FCC finally orders ISPs to say where they offer broadband - MBCook
https://arstechnica.com/tech-policy/2019/08/the-fccs-horrible-broadband-mapping-system-is-finally-getting-an-upgrade/#p3
======
ksaj
This is good news. I used to get DSL and one day, after they subtly forced me
to upgrade to a higher speed / more expensive service without telling me, I
discovered I was actually getting less than a fifth of the bandwidth I was
supposed to get with the original lesser service.

I complained, and they told me it was because my demarc was too far from my
house. So why did they "upgrade" my service if in fact, I was getting such
slow service to begin with? They obviously knew I couldn't get the bandwidth I
was paying for. And the super-slow bandwidth I was actually getting was
something they offered for half the price I was paying, so it's not like they
couldn't have just pushed me to the "lesser" service instead of the more
expensive one.

They literally "upgraded" me beyond capacity, even when the original service
was already beyond capacity. Really shady.

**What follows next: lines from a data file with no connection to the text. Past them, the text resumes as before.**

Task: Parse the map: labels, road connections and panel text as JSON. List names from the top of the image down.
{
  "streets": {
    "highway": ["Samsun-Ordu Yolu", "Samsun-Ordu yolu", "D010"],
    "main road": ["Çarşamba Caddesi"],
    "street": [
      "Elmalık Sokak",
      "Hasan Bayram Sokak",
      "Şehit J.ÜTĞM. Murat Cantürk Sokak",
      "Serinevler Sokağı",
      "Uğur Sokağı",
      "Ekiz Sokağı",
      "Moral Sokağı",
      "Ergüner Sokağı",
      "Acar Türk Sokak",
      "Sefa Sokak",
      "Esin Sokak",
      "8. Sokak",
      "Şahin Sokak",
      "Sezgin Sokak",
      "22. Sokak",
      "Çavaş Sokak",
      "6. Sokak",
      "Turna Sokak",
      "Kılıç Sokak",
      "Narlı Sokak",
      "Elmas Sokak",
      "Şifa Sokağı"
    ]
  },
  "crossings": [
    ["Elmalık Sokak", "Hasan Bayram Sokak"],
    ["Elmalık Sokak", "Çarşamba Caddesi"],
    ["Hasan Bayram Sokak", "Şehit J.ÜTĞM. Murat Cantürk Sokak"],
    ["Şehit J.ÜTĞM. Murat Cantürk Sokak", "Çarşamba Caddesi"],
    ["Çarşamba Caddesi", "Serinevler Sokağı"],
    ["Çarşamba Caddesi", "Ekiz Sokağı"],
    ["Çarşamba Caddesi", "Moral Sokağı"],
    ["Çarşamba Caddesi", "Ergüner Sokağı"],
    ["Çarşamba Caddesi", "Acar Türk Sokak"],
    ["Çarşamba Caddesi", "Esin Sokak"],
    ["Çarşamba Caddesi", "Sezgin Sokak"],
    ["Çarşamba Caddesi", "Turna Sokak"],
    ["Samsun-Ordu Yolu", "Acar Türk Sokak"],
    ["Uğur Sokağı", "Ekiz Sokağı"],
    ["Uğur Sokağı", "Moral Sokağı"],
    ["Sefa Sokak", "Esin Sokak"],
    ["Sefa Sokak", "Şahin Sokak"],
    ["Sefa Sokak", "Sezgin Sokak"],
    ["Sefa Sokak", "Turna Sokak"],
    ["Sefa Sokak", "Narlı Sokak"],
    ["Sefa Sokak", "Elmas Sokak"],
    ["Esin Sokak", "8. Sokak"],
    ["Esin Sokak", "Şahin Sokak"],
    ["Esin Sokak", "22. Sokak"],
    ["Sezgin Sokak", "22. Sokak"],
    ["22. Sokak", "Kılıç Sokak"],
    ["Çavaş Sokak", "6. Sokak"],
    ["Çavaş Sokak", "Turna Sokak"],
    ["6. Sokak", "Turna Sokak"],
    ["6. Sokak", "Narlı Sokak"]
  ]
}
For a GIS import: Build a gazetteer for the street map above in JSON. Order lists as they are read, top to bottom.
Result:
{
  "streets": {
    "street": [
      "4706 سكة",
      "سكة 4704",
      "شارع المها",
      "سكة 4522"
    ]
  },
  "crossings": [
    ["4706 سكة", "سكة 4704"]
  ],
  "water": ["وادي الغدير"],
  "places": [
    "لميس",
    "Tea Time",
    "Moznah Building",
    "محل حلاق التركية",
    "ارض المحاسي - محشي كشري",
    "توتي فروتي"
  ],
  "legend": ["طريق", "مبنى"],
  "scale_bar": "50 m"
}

I quit using them, needless to say. But there was nothing I could do really to
challenge them about ripping me off so blatantly. And surely they do this with
their customers across the board. I live in a highly populated area of a mega
city, so this demarc excuse was a flimsy scapegoat if ever there was one.

Never thought I'd cheer on the FCC. Time for the entire industry to catch up
now.

------
smush
Finally, some good news coming from the FCC. I especially like the lines about
(in so many words) 'you must be ready to plug in and turn on service for you
to actually be able to claim broadband is available in that spot' even if I do
cringe that the previous reporting was so, so bad that the above is looked at
as if moving from 240p to 1080p in one go.